Introduction
Installation
Dual-nature API
Basic Tidy Usage
Configuring Tidy
• Converting Documents
• Reducing Bandwidth Usage
• Beautifying Documents
Tidy output buffering
Summary
About the Author
Intended Audience
This article is aimed at the web developer who would like to make use of HTML Tidy from within PHP scripts. No particular level of expertise is assumed.
Introduction
The Tidy extension is new in PHP 5, and is available from PHP version 5.0b3 upward. It is based on the TidyLib library, and allows the developer to validate, repair, and parse HTML, XHTML and XML documents from within PHP. This article will introduce some of the functionality of the extension, and explain how it can be used to ratify your web documents against their respective W3C standards.
Installation
If you are using PHP on a Windows system, all you need to do
to enable the extension is uncomment the line
extension=php_tidy.dll in your php.ini
file. The official win32 binary distribution has built-in Tidy support.
ext/tidy is provided
as part of the official PHP 5 source distribution. However, in order to compile
it, you must also have the TidyLib library and headers installed. The source
code for the library can be found through the HTML Tidy project homepage at
http://tidy.sourceforge.net/.
(When selecting the appropriate download, it’s useful to know that the TidyLib
project uses dates to control its versioning.)
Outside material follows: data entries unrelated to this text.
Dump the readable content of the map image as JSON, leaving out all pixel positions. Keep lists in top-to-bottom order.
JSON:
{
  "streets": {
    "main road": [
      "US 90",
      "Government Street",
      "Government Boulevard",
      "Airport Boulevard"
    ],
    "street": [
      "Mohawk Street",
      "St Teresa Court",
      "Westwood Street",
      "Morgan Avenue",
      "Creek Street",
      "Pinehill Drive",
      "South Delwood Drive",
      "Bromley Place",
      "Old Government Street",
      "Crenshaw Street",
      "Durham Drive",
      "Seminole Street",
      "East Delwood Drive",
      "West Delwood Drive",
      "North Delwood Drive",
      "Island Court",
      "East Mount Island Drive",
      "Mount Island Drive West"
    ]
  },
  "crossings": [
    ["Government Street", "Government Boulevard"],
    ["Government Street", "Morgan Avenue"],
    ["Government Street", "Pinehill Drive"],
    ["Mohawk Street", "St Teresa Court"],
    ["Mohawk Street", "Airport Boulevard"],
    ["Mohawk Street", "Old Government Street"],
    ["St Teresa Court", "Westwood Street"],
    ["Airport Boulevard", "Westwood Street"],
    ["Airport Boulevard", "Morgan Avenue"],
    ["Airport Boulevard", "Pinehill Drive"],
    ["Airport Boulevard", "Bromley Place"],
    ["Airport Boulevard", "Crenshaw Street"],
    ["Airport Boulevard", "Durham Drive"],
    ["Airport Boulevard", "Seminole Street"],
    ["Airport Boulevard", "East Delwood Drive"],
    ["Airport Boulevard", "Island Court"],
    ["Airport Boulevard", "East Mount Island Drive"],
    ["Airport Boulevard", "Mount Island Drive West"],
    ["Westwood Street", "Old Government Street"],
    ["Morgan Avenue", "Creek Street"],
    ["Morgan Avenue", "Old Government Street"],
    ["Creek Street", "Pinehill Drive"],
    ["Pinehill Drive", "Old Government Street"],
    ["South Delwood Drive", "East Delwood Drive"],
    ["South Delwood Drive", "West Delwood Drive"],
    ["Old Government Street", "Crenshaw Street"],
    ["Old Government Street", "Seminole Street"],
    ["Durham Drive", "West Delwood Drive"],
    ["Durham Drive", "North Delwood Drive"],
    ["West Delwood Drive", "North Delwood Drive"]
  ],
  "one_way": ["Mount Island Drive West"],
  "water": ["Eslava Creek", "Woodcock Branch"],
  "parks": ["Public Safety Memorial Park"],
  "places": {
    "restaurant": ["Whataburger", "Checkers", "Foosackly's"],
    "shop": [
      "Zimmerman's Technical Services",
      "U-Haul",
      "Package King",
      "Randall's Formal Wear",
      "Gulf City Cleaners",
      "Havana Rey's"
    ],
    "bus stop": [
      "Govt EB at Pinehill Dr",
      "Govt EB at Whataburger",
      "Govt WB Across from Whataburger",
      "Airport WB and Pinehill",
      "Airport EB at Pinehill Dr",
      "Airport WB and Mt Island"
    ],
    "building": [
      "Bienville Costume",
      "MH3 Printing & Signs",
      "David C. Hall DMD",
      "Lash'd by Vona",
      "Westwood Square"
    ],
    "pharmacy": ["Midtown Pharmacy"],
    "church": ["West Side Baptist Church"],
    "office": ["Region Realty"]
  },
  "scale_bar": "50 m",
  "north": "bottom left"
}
Once the library has been built and installed, PHP 5 can be
compiled to provide built-in support for it by using the --with-tidy
configuration option:
[john@localhost]# ./configure --with-tidy=/path/to/libtidy
phpinfo() function and look for the
"Tidy" section. Alternatively, you can test that the Tidy extension is loaded in
the cli version of PHP by using the -m
option and looking for 'tidy' in the list:
[john@localhost]# php -m
[PHP Modules]
...
tidy
Dual-nature API
In common with many of the new PHP 5 extensions, the Tidy extension supports an interchangeable, procedural, and object-oriented API. Although in this article the examples use the procedural syntax:
$tidy = tidy_parse_file(...);
tidy_clean_repair($tidy);
echo tidy_get_output($tidy);
an object-oriented syntax could equally well be used:
<?
$tidy = new tidy();
$tidy->parseFile(...);
$tidy->cleanRepair();
echo $tidy;
Furthermore, the two kinds of syntax can be mixed:
$tidy = tidy_parse_file(...);
$tidy->cleanRepair();
echo tidy_get_output($tidy);
As a general rule of thumb, the syntax difference between object-oriented and procedural APIs
comes down to the omission of a single parameter in function calls. When using Tidy in a
procedural way, a resource is required for every function call:
tidy_clean_repair($tidy);
whereas when the object-oriented syntax is used, this parameter is omitted (note the use of studlyCaps in method calls):
$tidy->cleanRepair();
It is recommended for the sake of consistency that one syntax be used throughout your scripts.
Basic Tidy Usage
Now that you have TidyLib built into your copy of PHP, let me
introduce you to the extension and its features.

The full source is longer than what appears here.